The trio will either continue straight up the final, overhanging headwall, or clamber a thousand feet up the unstable, steep, snowy northeast ridge. “That’s always been the big question,” says Venables. “Can someone climb that technically with a combination of virtually no air to breathe and very cold temperatures?” Once at the top, the team will decide whether conditions are stable enough to rappel for three days off loops of rope webbing and fingers of ice, or whether they should walk down the safer, but slower, west spur.
The whole scheme is so unfathomable it raises the question, What the hell are they thinking? “This is what climbing is about,” insists Greg Child, well known for his climb of Gasherbrum IV in 1986, in which he pushed himself for two days, without water, to the summit. “It’s not about the 5,000th ascent of Everest.”
Ogden takes that question a little more personally. “Alpine climbing isn’t a pastime in our country,” he says. “Europeans are trained from childhood and they become national heroes.
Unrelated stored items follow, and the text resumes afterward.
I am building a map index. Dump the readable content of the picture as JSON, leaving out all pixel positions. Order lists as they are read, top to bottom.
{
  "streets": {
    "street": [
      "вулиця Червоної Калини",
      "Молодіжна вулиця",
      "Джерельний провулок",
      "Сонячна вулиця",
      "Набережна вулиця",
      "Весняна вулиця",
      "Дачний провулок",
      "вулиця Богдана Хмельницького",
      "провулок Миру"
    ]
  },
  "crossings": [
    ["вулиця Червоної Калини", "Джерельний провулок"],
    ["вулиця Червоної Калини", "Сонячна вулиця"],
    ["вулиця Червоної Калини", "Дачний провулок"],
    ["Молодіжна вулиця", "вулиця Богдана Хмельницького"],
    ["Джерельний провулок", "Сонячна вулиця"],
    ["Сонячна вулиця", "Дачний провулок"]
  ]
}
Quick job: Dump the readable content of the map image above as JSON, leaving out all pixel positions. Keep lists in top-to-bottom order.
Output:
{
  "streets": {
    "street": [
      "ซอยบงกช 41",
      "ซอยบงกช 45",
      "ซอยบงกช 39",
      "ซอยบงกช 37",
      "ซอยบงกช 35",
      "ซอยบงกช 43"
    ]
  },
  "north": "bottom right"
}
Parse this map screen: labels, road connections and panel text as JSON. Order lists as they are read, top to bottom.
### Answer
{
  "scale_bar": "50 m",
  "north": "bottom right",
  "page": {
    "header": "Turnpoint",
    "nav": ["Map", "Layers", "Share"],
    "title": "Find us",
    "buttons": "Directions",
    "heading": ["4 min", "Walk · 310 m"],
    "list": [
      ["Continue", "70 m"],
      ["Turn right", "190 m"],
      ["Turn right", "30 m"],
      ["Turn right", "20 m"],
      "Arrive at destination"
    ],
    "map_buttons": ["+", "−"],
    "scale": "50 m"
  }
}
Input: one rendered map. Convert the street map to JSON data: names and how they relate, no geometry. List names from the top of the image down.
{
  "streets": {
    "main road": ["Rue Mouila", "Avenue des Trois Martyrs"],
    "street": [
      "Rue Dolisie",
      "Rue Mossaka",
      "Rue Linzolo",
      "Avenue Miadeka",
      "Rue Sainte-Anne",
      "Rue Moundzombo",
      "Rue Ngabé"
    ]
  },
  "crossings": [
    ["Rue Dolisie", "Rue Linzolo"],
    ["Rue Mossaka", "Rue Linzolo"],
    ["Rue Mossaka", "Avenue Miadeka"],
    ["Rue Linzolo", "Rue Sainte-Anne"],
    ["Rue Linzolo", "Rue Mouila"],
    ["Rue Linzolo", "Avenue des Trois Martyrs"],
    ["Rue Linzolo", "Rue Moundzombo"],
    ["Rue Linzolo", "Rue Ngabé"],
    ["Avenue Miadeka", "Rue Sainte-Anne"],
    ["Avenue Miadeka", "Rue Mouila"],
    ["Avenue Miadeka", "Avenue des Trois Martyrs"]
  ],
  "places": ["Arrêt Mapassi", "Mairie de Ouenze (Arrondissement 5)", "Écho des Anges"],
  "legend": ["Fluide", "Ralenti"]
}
In America, psycho routes on huge mountains are considered a selfish endeavor.” So, the trio sees its climb as a bit of a crusade—to advance alpinism in this country beyond Everest-mania, to encourage new techniques, to inspire others to follow, and yes, to take their place in that small clique of Americans—such as John Roskelly, Mark Twight, Carlos Buhler, and Jeff Lowe—who have put up top-notch climbs in the Himalayas.
As for the risks, Synnott, for one, is adamant that the Wall of Shadows is not a “death route.” He argues that by spending less time on the mountain, they’ll encounter fewer avalanches and more tolerable weather. And while this climb epitomizes the predicament of the professional climber—trying to push the limits of the sport, follow an intensely felt calling, and come back alive—none on the team sees it as a do-or-die mission. If things go awry, they’ll retreat. Cutting-edge climb or not, they feel the old mountaineering adage holds true. When you go to the mountains you do three things: You come back alive, you come back friends, and you go to the top—in that order.